» **Activity**: Reproduce the data below in full and exclude every picture.

Saved entries:

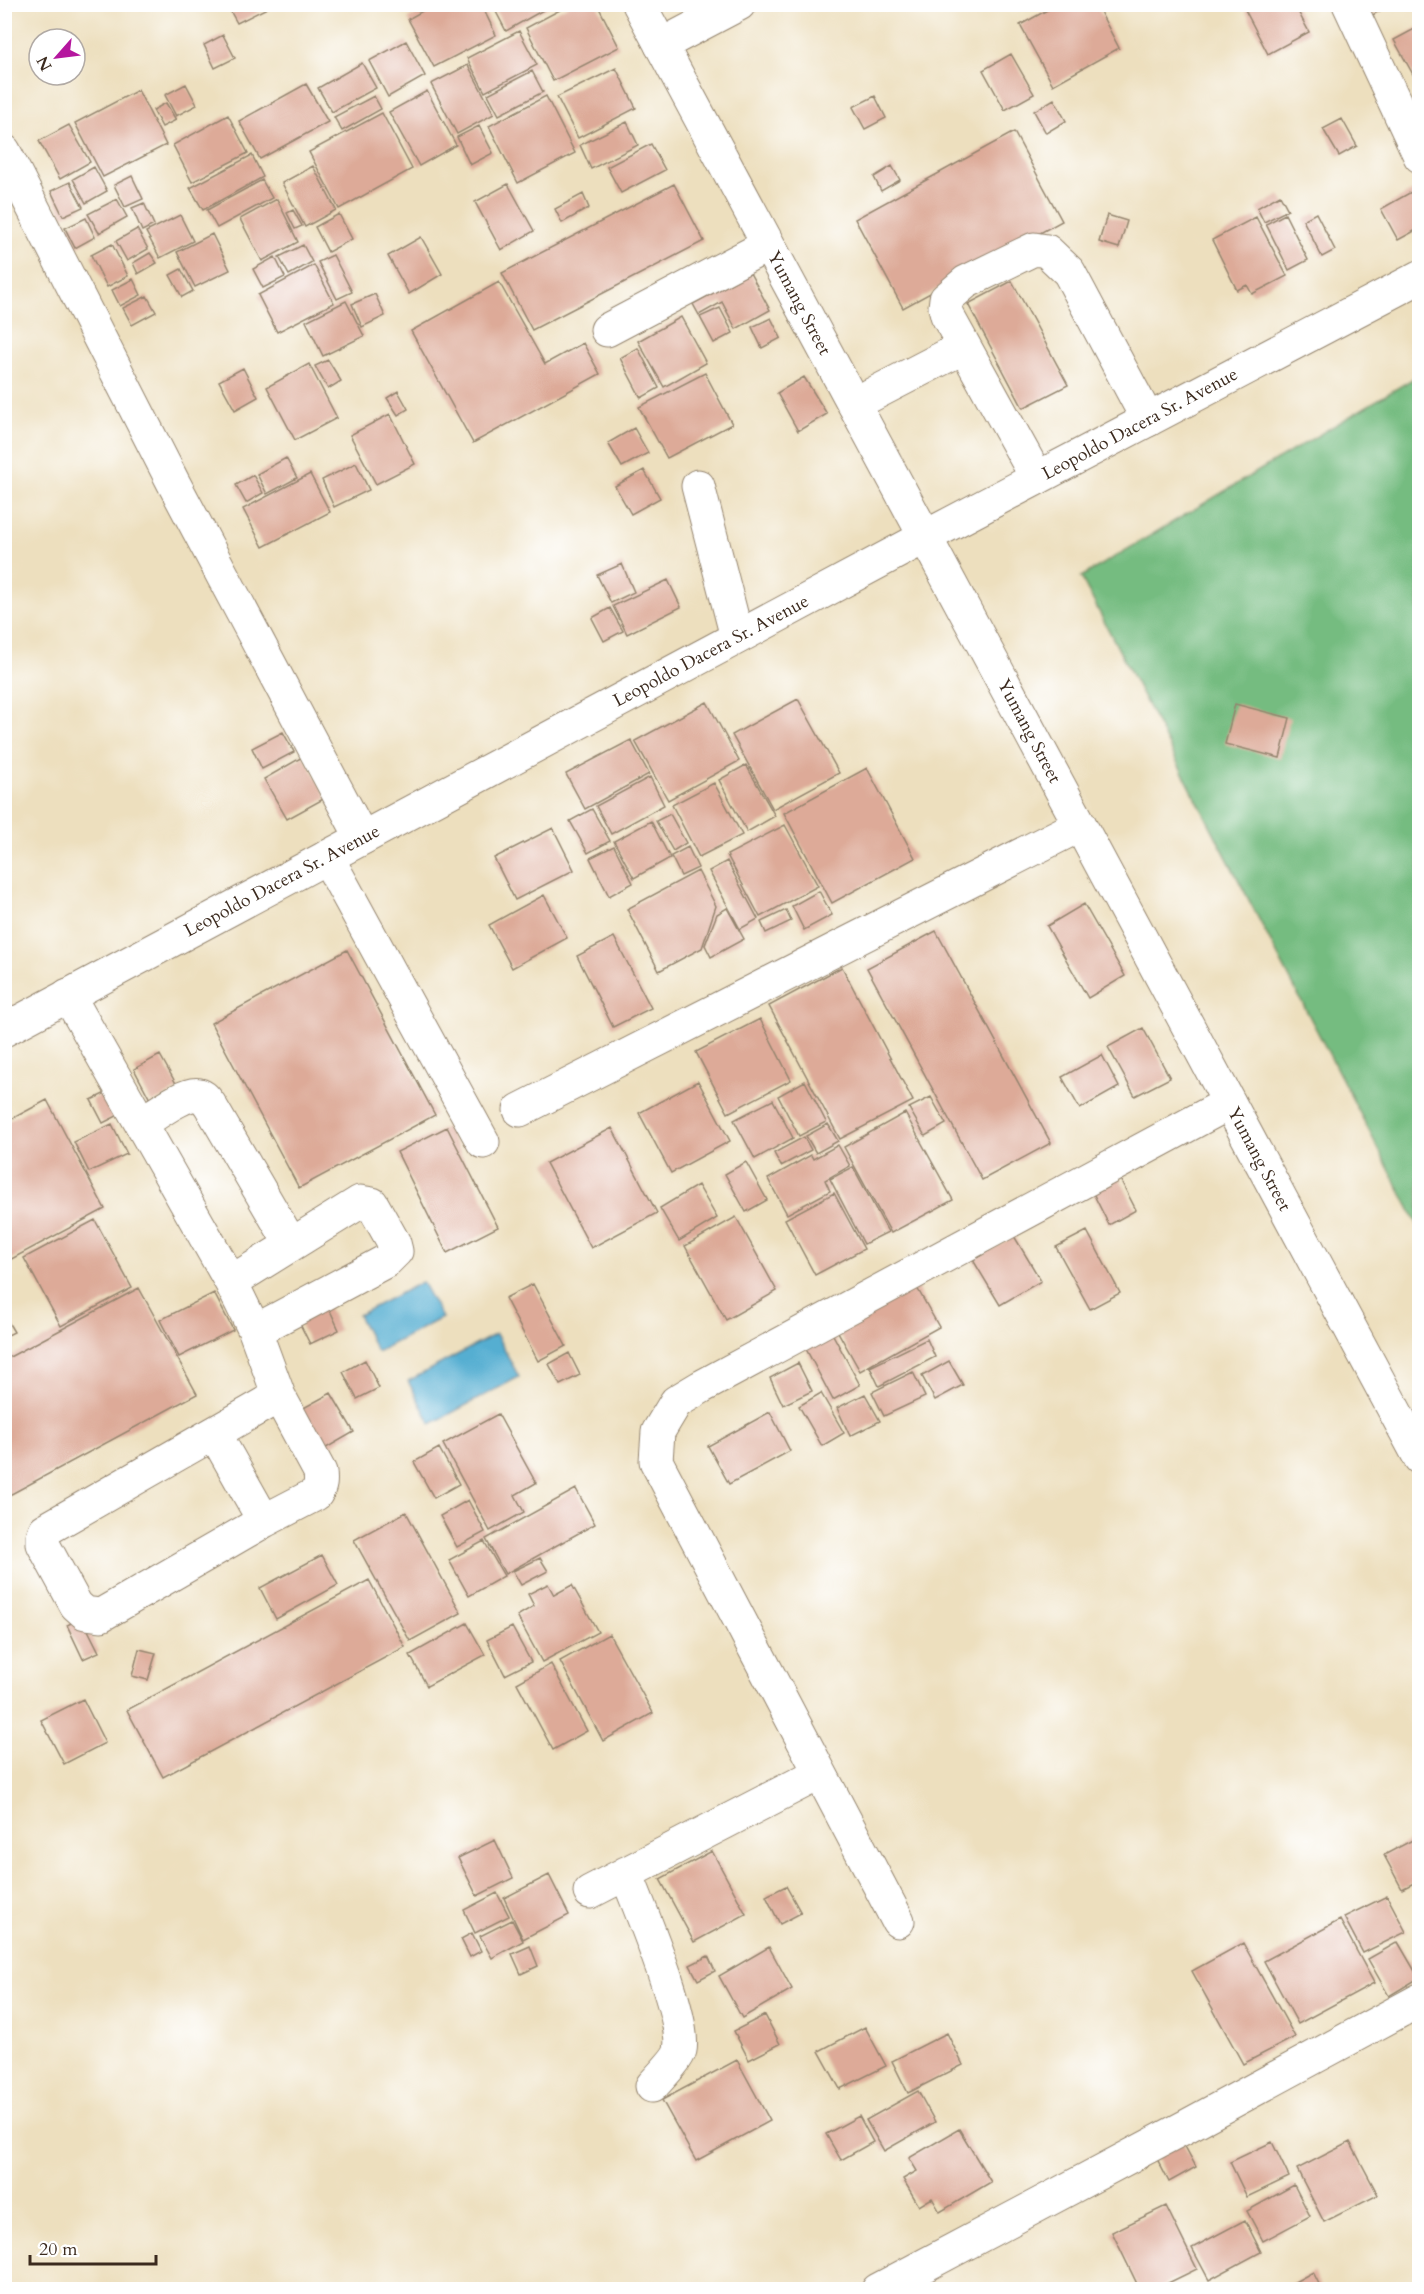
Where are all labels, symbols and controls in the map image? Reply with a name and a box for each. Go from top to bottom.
north arrow [27,27,87,87]
text: N [32,52,58,75]
street label: Yumang Street [761,246,837,360]
street label: Leopoldo Dacera Sr. Avenue [1038,362,1242,486]
street label: Leopoldo Dacera Sr. Avenue [609,589,813,713]
street label: Yumang Street [991,674,1067,788]
street label: Leopoldo Dacera Sr. Avenue [180,819,384,943]
street label: Yumang Street [1221,1102,1297,1216]
scale bar [30,2228,156,2266]
text: 20 m [39,2237,78,2262]

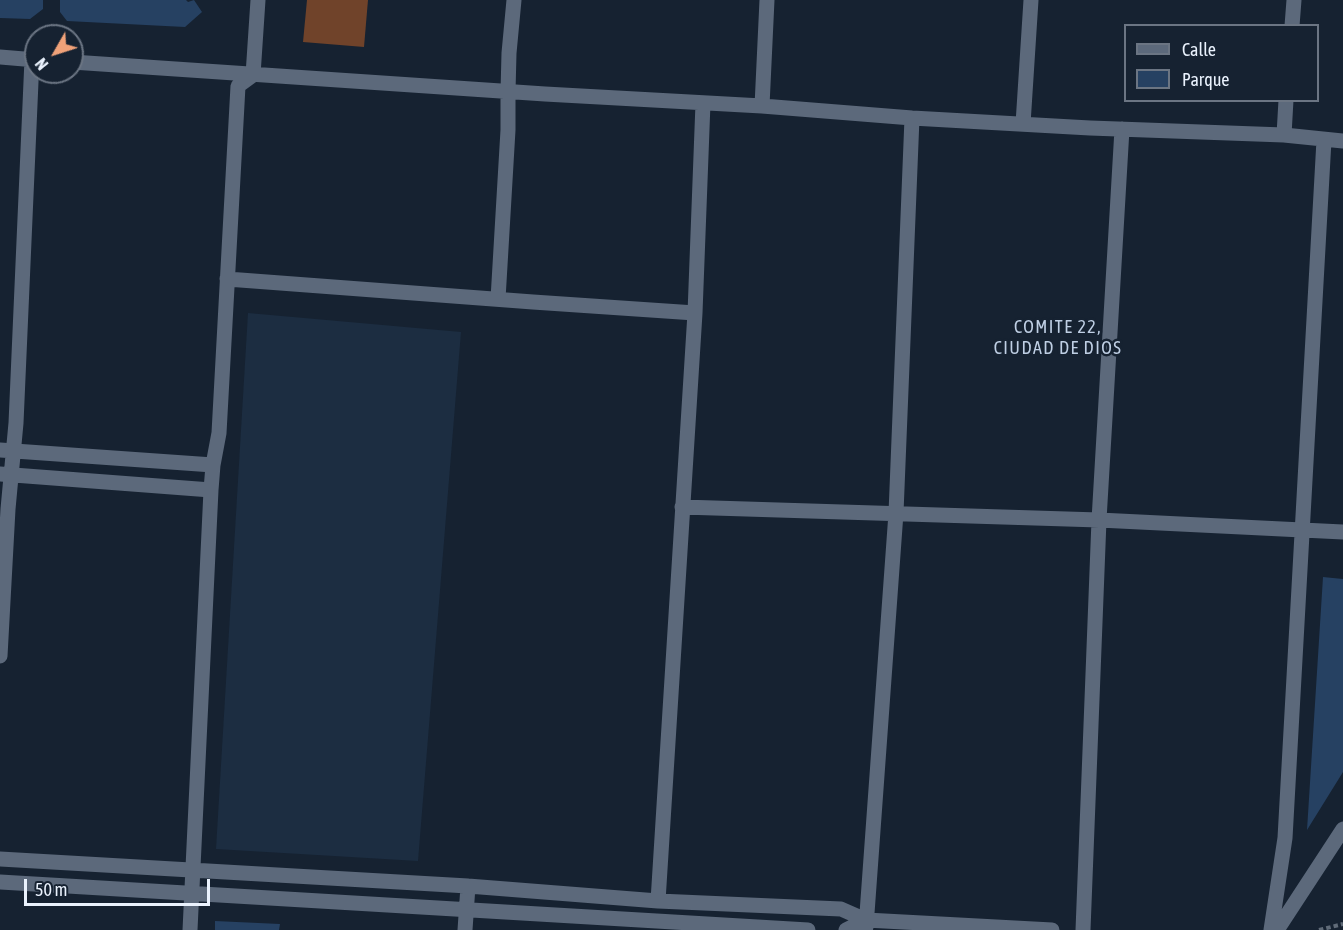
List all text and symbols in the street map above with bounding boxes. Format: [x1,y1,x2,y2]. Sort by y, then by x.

» **Task output**:
Where are all labels, symbols and controls in the map image? Reply with a name and a box for each. Go from top to bottom.
north arrow [27,27,87,87]
text: N [32,52,58,75]
street label: Yumang Street [761,246,837,360]
street label: Leopoldo Dacera Sr. Avenue [1038,362,1242,486]
street label: Leopoldo Dacera Sr. Avenue [609,589,813,713]
street label: Yumang Street [991,674,1067,788]
street label: Leopoldo Dacera Sr. Avenue [180,819,384,943]
street label: Yumang Street [1221,1102,1297,1216]
scale bar [30,2228,156,2266]
text: 20 m [39,2237,78,2262]

List all text and symbols in the street map above with bounding boxes. Format: [x1,y1,x2,y2]. Sort by y, then by x.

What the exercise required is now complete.